1) *For any set A of four distinct positive integers a1,a2,a3,a4 let s _{A} be the sum of the elements of A and n_{A} the number of pairs {ai,aj}
of its elements such that ai + aj divides s_{A}. Determine the sets A such that n_{A} is maximal.*

__Solution:__

Without loss of generality we assume a1 < a2 < a3 < a4.

n_{A} is maximal iff ((a1+a2 divides a3+a4) and (a1+a3 divides a2+a4) and (a1+a4 divides a2+a3)) and (a2+a3 divides a1+a4)), so iff
((a1+a2 divides a3+a4) and (a1+a3 divides a2+a4) and (a1+a4 = a2+a3)).

So the elements of A are (in increasing order) a,b,c,b+c-a, where for some positive integers m,n we must have 2c+b-a = (1+m)(a+b) and 2b+c-a = (1+n)(a+c) and m is greater than n.

When we procede to express b and c in a, we get, somewhere in the middle of the calculations: (4-mn)c = (mn+4m+4)a.

So mn can only be 2 or 3, so ((m=2 and n=1) or ((m=3 and n=1)).

After completing the calculations we get A={a,5a,7a,11a} or A={a,11a,19a,29a}.

4) *Let n be a natural number. We have a balance and n weights with masses 2 ^{i}, i=0,..,n-1. We want to lay all weights successively on the balance, either at the left side or at the right side,
in such a way that the right side is never heavier than the left side. In how many ways can we do this?*

__Solution:__

The total number of laying all weights on the balance is n!*2^{n}. We have to determine the fraction of layings that go wrong.

Since 2^{k} is greater than SUM(0≤i≤k-1: 2^{i}) for all k, the laying goes wrong iff we place a weight at the right side that is heavier than all weights laid previously.

I wrote a program to approximate the fraction f of layings that go wrong for n=1,..,100.

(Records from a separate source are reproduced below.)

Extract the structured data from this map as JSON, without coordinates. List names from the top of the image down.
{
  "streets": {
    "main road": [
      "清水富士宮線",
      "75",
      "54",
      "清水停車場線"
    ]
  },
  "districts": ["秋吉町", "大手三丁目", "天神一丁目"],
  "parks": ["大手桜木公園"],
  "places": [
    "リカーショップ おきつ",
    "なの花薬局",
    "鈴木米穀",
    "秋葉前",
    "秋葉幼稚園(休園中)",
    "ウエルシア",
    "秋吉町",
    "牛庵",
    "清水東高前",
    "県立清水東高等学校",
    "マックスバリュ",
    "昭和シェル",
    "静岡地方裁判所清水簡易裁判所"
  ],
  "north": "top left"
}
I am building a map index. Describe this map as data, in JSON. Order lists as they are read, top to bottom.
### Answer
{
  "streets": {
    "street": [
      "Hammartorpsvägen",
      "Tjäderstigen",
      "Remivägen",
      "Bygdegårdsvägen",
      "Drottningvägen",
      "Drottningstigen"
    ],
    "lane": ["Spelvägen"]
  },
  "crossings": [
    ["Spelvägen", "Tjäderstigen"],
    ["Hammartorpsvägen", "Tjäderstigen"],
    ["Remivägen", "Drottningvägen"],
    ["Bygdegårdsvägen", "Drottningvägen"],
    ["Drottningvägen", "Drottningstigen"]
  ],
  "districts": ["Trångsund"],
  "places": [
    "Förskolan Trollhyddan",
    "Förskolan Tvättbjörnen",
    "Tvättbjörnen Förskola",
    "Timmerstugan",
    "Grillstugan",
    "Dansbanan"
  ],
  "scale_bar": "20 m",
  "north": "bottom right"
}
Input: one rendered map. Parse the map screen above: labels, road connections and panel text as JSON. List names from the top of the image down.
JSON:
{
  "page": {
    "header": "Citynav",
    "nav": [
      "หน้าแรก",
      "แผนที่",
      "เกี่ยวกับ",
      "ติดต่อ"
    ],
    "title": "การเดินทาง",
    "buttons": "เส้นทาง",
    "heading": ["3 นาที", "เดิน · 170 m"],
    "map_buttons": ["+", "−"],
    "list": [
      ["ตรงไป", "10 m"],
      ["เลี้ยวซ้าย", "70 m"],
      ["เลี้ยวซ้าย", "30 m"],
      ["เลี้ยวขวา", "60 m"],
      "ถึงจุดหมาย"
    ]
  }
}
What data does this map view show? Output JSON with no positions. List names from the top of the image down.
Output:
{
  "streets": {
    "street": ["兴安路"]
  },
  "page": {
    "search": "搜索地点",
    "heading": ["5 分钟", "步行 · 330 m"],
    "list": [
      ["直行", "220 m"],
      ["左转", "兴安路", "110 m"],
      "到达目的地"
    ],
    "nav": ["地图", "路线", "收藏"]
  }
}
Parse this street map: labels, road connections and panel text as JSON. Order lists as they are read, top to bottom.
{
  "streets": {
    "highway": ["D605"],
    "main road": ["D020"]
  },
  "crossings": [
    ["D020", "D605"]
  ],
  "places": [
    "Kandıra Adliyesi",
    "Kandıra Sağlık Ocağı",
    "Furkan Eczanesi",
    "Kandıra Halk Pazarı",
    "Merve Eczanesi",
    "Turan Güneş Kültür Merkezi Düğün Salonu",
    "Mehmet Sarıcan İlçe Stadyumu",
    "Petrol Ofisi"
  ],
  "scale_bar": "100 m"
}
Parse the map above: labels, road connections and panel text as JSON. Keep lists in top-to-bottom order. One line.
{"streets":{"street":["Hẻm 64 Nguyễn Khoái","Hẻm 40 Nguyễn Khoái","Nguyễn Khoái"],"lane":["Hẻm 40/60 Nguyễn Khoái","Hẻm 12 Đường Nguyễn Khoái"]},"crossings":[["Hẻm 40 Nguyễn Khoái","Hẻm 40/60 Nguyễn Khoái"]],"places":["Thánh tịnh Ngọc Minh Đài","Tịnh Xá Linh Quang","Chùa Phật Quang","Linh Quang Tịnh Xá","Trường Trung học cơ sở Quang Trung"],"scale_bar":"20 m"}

Among the output: for n=1 we have f=0.5, for n=2 we have f=0.375, for n=5 we have f=0.247.., for n=10 we have f= 0.177...,
for n=30 we have f=0.10.., for n=80 we have f=0.06.., for n=100 we have f=0.05...

The program:

program weegschaal;

var m,n,k,max,keus:0..100; aantal,aantalgoed:real;

gehad:array[1..100] of boolean; fout:boolean;

begin

readln(n);

aantal:=0; aantalgoed:=0;

while true do

begin

aantal:=aantal+1;

for m:=1 to n do gehad[m]:=false;

k:=0; max:=0; fout:=false;

repeat

k:=k+1;

repeat keus:=random(n)+1 until (not gehad[keus]);

gehad[keus]:=true;

if random>0.5 then if keus>max then fout:=true;

if keus>max then max:=keus

until (fout or (k=n));

if not fout then aantalgoed:=aantalgoed+1;

writeln(aantalgoed/aantal:13:10)

end

end.

Studying the output, I found the solution as follows:

The probability that with placing the k-th weight the laying goes wrong is 1/(2k). (This is the probability that the k-th weight is the maximum up to now and we place it to the right.)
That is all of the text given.